Select, from the data, each line where "feTurbulence" occurs.

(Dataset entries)
>>>

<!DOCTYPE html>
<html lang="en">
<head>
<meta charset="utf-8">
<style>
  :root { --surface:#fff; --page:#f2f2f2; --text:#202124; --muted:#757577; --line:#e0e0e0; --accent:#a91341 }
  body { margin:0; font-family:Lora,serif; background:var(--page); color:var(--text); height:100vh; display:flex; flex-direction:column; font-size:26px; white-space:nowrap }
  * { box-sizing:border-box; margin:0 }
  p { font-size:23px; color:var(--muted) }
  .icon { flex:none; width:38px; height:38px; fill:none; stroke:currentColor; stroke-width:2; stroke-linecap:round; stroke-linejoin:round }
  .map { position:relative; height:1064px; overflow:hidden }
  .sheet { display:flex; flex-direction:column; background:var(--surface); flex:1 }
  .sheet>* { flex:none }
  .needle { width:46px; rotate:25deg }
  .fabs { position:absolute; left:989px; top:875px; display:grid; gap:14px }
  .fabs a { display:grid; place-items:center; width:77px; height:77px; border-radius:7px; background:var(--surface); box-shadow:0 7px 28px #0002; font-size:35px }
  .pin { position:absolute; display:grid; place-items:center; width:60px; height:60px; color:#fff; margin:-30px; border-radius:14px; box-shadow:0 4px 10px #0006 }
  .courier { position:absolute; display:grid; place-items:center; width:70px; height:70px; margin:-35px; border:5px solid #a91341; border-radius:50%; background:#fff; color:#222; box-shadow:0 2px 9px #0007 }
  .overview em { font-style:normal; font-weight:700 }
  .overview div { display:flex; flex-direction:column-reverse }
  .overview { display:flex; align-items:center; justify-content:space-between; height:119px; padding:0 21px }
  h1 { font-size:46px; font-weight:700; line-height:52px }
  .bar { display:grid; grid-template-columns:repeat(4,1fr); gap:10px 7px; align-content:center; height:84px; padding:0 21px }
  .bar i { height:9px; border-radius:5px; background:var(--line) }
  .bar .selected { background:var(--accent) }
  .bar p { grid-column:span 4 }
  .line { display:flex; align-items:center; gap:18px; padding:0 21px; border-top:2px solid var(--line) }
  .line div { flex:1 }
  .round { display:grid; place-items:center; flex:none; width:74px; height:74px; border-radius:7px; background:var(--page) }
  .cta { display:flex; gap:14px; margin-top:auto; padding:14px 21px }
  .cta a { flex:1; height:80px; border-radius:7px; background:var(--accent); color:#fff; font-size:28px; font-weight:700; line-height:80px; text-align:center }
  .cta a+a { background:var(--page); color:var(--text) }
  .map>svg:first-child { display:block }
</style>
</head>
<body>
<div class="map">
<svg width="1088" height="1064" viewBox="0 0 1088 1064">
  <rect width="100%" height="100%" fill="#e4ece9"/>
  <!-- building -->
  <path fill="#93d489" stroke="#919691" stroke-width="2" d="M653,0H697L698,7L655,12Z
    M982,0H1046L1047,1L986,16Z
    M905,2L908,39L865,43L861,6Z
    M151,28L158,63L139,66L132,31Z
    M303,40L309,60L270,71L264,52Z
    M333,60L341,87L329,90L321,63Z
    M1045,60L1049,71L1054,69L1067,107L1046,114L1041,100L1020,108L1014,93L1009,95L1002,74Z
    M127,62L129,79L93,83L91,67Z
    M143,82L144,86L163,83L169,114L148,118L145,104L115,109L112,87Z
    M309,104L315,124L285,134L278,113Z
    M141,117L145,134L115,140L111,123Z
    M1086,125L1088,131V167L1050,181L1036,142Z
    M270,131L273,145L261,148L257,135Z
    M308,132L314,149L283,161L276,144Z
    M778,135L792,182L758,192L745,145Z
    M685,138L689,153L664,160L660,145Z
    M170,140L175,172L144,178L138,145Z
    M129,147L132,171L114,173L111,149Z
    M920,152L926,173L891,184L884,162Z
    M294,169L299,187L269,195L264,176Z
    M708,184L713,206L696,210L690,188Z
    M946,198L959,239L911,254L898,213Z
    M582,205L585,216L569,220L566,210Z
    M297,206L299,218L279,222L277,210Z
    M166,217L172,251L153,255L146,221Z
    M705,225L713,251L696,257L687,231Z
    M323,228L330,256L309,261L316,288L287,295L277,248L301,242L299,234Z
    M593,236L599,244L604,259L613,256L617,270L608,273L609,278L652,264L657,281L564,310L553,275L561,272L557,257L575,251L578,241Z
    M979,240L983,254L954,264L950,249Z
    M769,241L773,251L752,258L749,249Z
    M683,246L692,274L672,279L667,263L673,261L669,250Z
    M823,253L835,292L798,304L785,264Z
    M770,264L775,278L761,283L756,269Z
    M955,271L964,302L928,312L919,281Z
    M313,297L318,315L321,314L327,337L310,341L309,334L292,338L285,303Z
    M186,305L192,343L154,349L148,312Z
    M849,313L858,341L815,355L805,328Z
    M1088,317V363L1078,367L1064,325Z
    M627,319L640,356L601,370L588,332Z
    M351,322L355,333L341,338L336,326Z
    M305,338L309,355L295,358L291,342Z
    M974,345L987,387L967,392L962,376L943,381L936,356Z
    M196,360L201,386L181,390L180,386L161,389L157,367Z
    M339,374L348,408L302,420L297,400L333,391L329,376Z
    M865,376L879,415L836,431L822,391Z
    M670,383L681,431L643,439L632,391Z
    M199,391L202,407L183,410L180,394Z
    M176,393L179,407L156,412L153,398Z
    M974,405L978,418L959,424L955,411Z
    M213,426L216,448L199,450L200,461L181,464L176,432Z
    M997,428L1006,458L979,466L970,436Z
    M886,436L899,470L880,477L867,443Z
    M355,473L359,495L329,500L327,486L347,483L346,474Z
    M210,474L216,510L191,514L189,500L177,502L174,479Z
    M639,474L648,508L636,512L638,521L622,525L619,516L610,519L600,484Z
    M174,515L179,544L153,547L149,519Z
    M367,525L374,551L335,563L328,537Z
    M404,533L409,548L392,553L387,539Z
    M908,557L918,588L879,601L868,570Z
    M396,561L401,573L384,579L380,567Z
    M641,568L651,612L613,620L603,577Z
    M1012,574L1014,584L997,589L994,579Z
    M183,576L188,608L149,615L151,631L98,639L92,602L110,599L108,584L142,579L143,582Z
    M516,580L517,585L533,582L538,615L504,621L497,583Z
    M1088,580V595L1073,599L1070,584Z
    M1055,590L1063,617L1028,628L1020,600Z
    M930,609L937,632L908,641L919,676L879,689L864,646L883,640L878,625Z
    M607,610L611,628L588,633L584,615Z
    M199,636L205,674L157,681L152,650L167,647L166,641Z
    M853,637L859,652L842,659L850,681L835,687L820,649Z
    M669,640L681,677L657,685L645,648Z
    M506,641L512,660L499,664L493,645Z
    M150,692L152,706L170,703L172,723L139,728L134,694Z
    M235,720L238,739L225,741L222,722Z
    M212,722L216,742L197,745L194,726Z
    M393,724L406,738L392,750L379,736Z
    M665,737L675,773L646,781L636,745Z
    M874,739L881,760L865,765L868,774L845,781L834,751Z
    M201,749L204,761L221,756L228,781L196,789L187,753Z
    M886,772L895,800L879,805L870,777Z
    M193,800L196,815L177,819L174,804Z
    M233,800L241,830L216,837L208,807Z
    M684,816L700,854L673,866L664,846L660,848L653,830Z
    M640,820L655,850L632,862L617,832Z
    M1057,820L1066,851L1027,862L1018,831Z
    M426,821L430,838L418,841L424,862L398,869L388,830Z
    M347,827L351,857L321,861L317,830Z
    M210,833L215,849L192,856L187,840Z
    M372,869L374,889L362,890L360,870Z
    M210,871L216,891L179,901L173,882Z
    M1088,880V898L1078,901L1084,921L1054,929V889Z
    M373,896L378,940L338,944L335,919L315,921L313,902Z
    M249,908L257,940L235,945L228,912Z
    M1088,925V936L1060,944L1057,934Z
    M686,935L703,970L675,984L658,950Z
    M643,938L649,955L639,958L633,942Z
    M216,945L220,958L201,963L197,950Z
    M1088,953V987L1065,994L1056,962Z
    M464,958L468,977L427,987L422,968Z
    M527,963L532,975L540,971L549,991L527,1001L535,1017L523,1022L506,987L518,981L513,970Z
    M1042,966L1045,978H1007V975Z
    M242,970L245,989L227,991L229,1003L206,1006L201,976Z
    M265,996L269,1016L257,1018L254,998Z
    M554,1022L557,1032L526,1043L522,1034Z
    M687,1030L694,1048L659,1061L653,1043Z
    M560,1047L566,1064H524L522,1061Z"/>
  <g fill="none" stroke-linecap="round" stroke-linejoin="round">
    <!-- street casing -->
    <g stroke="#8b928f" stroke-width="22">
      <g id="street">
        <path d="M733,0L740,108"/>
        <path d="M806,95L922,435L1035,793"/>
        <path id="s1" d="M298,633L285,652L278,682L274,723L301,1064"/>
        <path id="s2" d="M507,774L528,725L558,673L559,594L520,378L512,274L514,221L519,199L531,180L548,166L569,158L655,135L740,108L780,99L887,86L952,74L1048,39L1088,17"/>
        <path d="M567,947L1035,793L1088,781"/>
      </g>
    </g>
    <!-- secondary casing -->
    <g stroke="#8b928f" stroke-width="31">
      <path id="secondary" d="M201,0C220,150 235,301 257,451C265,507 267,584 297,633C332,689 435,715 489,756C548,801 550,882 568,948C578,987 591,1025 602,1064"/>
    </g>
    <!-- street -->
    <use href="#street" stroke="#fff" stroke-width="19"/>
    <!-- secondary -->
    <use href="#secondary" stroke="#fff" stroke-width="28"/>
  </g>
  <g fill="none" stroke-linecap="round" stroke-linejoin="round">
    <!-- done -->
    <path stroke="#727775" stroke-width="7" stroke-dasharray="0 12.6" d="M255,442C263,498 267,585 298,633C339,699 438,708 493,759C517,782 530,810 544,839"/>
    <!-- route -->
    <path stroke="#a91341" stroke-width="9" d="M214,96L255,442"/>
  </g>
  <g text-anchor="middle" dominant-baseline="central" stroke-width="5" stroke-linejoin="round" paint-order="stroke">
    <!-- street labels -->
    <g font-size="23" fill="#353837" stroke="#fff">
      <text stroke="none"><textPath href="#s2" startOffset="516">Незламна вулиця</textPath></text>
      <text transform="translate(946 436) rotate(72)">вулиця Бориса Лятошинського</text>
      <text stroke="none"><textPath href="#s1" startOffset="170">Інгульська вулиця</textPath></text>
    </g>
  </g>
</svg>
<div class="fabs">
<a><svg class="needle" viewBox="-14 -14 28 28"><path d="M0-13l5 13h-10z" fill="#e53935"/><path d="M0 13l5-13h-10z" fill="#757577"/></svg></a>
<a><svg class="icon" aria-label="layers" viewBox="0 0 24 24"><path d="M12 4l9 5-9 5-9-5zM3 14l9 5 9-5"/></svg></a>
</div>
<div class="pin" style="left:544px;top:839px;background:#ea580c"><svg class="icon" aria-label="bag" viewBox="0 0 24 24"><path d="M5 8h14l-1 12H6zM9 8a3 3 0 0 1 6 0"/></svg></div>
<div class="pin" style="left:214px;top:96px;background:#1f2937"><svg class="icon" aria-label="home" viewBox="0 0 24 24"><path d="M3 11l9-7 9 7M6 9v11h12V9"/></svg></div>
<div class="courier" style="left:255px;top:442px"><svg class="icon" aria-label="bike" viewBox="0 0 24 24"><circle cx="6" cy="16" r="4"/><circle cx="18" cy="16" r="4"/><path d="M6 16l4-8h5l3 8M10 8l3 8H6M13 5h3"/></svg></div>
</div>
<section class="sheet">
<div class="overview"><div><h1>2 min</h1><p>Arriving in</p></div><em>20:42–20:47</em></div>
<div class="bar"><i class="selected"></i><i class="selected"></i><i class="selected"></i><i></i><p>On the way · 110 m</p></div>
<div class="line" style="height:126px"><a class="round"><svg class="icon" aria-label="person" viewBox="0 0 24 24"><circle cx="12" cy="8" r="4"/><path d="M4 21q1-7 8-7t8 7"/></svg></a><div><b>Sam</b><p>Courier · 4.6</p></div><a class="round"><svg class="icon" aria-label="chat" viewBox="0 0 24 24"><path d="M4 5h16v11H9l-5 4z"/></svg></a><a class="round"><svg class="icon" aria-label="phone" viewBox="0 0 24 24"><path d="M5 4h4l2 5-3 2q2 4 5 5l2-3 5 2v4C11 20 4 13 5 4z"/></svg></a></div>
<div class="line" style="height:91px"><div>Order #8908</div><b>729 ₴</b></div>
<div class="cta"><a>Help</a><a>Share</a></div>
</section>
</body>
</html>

<<<
>>>

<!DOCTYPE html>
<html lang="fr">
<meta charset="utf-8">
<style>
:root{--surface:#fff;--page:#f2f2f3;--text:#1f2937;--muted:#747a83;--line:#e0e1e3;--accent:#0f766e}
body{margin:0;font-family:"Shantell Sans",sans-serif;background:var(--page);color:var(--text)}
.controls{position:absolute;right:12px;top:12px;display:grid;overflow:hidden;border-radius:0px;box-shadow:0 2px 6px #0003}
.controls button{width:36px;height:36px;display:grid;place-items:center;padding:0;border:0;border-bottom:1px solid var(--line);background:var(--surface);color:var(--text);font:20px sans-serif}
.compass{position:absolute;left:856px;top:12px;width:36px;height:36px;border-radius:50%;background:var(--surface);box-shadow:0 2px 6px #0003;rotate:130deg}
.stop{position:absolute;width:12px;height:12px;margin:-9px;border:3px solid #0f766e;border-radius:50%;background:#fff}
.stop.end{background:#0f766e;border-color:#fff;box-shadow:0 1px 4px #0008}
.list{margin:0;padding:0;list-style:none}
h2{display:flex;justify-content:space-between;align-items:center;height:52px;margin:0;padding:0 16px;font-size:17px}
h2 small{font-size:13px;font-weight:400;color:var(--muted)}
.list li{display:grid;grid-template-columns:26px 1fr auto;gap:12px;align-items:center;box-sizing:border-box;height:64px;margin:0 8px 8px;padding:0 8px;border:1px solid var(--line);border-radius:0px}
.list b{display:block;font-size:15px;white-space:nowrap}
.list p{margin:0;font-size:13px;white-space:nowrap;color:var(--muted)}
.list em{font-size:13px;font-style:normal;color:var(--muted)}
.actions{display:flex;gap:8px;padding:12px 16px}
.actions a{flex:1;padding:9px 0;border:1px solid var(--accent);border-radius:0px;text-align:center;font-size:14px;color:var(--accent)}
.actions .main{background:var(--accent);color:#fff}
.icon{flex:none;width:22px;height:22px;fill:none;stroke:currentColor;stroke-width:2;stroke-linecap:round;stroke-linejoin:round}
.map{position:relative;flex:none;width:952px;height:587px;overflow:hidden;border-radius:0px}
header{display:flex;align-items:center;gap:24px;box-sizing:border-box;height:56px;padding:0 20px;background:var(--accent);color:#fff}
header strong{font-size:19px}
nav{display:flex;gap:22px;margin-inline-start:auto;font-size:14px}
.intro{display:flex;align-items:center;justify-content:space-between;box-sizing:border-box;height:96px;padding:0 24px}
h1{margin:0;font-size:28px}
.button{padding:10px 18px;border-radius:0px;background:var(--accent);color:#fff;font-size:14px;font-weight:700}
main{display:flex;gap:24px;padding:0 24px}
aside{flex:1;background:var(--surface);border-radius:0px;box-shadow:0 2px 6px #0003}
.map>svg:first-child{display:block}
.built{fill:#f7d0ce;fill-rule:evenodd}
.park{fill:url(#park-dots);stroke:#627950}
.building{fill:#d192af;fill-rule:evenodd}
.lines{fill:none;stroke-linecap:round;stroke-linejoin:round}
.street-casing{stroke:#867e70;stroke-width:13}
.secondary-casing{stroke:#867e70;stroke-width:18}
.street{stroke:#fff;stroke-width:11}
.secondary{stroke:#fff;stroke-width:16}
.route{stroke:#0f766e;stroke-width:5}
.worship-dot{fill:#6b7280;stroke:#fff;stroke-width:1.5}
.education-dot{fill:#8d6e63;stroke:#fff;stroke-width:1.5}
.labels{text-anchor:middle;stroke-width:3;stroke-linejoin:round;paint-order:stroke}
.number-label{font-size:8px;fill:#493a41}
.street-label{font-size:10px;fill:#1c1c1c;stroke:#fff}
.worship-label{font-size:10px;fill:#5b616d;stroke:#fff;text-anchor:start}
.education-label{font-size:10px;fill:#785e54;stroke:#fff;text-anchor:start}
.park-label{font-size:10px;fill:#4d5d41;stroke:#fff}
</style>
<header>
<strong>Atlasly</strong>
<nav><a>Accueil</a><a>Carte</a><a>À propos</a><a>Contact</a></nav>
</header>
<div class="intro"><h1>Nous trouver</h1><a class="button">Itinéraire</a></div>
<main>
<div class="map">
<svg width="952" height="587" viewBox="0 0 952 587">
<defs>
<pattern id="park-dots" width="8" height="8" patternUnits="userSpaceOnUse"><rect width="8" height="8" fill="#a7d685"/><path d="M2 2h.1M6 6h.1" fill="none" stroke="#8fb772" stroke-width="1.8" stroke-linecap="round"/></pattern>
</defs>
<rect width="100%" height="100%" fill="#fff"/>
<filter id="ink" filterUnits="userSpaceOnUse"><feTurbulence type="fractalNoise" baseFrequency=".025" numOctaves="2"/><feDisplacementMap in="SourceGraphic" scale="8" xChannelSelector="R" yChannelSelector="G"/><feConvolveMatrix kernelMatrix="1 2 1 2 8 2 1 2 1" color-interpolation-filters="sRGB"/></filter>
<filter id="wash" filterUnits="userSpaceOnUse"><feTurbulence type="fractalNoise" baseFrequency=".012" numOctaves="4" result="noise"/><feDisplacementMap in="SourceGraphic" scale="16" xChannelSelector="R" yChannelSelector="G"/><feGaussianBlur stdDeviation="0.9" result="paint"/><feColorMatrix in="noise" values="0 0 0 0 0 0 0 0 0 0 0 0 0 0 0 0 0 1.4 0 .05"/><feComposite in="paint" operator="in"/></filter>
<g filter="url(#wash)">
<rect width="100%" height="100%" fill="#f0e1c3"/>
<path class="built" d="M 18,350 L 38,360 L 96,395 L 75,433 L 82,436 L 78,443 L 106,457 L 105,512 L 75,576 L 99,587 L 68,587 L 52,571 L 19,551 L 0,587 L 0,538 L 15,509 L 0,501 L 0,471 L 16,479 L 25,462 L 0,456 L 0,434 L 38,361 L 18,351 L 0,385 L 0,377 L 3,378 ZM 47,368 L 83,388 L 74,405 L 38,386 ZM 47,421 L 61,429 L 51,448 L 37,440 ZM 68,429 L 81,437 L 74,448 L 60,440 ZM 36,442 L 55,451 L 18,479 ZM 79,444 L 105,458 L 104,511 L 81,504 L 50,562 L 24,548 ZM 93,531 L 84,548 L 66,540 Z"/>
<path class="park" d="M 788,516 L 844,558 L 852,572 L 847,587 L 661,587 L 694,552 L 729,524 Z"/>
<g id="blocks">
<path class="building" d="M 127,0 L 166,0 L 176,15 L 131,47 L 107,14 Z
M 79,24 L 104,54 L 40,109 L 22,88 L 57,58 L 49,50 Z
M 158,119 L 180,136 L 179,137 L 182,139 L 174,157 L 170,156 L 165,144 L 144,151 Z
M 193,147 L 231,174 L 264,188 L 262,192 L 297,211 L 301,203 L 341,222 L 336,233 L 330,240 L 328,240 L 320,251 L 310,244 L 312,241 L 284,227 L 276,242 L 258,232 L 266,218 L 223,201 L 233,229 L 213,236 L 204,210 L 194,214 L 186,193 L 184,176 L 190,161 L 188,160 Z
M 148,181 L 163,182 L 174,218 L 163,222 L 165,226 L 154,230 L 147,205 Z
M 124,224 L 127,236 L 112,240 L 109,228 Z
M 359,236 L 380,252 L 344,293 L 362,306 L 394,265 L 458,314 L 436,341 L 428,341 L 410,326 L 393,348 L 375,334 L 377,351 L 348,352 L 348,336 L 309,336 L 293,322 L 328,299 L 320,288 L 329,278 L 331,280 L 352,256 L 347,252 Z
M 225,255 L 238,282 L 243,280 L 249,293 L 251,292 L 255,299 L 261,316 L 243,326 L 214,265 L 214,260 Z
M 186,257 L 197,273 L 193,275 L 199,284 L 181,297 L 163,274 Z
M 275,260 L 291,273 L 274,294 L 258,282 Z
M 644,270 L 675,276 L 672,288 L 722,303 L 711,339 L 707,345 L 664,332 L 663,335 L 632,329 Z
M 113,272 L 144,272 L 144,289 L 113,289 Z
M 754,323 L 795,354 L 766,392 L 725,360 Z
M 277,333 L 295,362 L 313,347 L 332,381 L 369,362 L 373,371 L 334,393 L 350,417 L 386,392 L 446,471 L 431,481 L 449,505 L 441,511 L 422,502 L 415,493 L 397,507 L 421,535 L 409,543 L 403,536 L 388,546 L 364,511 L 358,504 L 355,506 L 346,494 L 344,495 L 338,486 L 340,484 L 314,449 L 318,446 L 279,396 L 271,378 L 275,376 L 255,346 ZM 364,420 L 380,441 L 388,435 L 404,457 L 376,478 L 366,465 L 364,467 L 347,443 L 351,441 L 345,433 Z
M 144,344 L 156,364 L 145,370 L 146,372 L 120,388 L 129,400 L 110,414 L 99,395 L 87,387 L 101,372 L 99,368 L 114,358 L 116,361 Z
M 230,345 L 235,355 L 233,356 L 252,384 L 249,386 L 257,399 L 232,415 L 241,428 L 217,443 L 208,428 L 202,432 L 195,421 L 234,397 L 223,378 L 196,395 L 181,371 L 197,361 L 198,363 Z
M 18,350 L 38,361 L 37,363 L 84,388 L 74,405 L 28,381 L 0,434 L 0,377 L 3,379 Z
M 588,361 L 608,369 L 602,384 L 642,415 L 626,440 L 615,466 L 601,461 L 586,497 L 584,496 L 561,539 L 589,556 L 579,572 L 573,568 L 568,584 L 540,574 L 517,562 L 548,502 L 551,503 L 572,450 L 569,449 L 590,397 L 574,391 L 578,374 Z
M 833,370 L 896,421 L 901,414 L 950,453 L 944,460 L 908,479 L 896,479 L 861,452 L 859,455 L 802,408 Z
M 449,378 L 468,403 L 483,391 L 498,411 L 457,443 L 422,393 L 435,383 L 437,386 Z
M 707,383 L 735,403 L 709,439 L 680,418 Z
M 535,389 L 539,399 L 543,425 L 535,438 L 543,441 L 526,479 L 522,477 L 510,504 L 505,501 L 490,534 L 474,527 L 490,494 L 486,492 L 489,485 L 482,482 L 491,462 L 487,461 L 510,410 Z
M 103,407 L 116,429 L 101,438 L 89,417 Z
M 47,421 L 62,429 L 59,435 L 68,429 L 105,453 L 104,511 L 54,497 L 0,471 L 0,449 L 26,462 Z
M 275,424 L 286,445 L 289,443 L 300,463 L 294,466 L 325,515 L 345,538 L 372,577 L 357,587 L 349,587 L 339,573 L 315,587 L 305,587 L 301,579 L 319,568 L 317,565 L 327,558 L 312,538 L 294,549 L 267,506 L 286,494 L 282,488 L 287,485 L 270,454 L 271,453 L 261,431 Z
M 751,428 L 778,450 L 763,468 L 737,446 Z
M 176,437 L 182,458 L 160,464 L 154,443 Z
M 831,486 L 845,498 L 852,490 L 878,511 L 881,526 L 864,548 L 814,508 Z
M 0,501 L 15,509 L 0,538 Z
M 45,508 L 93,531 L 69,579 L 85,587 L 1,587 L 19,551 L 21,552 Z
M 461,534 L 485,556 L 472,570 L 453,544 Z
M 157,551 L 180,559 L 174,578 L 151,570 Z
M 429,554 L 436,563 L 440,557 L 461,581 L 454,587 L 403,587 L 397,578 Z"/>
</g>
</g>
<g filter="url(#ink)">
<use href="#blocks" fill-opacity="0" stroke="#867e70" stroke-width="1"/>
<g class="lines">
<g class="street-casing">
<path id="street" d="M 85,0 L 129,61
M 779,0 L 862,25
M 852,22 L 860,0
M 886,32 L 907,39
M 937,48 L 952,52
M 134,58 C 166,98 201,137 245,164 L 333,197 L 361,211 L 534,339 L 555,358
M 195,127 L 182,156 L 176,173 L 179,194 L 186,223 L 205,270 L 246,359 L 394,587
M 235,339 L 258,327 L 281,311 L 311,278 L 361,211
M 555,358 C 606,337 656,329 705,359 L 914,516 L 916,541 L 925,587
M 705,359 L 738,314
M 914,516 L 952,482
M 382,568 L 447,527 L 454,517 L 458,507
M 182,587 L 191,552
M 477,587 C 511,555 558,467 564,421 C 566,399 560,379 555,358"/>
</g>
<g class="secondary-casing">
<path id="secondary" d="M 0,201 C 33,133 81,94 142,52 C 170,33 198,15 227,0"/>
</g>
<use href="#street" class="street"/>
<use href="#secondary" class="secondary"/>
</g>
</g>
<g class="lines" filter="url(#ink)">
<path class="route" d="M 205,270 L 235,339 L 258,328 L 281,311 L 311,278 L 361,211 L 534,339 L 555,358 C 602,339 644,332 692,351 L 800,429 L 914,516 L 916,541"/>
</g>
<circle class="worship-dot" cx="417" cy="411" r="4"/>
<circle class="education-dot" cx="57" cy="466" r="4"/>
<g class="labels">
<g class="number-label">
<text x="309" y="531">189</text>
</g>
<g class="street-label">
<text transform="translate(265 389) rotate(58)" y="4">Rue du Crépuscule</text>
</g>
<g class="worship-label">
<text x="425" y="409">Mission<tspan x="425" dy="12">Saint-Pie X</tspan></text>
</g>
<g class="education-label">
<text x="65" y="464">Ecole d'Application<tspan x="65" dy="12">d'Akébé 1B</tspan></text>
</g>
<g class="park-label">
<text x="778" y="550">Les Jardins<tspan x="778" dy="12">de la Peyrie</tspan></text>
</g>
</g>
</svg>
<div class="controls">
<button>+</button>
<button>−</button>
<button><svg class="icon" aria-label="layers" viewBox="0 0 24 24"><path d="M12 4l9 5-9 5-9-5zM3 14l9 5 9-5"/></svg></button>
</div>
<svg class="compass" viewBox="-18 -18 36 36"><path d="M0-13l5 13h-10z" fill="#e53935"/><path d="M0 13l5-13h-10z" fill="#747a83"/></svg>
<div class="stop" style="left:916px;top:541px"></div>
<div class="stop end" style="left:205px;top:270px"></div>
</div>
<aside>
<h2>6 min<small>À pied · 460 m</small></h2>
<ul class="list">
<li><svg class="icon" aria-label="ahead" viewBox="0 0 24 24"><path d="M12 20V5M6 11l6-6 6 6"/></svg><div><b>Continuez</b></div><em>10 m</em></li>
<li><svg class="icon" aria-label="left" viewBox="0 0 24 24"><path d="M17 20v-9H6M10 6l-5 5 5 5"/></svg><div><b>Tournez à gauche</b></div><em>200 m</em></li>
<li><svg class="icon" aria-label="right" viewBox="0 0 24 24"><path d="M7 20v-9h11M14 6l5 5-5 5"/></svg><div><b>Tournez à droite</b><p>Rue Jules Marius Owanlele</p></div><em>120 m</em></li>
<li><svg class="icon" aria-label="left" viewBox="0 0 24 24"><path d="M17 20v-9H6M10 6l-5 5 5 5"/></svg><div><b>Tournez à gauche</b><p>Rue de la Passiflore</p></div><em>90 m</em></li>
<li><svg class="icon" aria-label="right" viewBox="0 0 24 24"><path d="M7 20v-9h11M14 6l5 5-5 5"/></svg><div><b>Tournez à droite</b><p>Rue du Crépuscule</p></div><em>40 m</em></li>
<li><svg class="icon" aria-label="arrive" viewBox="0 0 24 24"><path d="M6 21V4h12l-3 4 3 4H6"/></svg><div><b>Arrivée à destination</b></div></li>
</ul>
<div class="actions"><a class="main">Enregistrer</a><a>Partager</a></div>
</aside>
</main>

<<<

### Response to the exercise
<filter id="ink" filterUnits="userSpaceOnUse"><feTurbulence type="fractalNoise" baseFrequency=".025" numOctaves="2"/><feDisplacementMap in="SourceGraphic" scale="8" xChannelSelector="R" yChannelSelector="G"/><feConvolveMatrix kernelMatrix="1 2 1 2 8 2 1 2 1" color-interpolation-filters="sRGB"/></filter>
<filter id="wash" filterUnits="userSpaceOnUse"><feTurbulence type="fractalNoise" baseFrequency=".012" numOctaves="4" result="noise"/><feDisplacementMap in="SourceGraphic" scale="16" xChannelSelector="R" yChannelSelector="G"/><feGaussianBlur stdDeviation="0.9" result="paint"/><feColorMatrix in="noise" values="0 0 0 0 0 0 0 0 0 0 0 0 0 0 0 0 0 1.4 0 .05"/><feComposite in="paint" operator="in"/></filter>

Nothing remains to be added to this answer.